[Requirement] Write out all the data again, exactly as shown.

[[ Data open ]]

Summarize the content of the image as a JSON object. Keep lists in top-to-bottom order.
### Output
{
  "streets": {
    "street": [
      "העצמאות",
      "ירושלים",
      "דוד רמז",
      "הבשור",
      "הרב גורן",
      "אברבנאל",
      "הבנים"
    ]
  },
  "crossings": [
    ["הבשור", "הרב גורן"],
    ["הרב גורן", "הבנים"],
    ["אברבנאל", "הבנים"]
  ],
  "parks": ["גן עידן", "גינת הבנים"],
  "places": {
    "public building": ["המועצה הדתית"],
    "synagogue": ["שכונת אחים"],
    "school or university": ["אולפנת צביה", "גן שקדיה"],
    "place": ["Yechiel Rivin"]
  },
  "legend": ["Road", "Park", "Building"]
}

[[ Data closed ]]

[Response to this exercise]
Summarize the content of the image as a JSON object. Keep lists in top-to-bottom order.
### Output
{
  "streets": {
    "street": [
      "העצמאות",
      "ירושלים",
      "דוד רמז",
      "הבשור",
      "הרב גורן",
      "אברבנאל",
      "הבנים"
    ]
  },
  "crossings": [
    ["הבשור", "הרב גורן"],
    ["הרב גורן", "הבנים"],
    ["אברבנאל", "הבנים"]
  ],
  "parks": ["גן עידן", "גינת הבנים"],
  "places": {
    "public building": ["המועצה הדתית"],
    "synagogue": ["שכונת אחים"],
    "school or university": ["אולפנת צביה", "גן שקדיה"],
    "place": ["Yechiel Rivin"]
  },
  "legend": ["Road", "Park", "Building"]
}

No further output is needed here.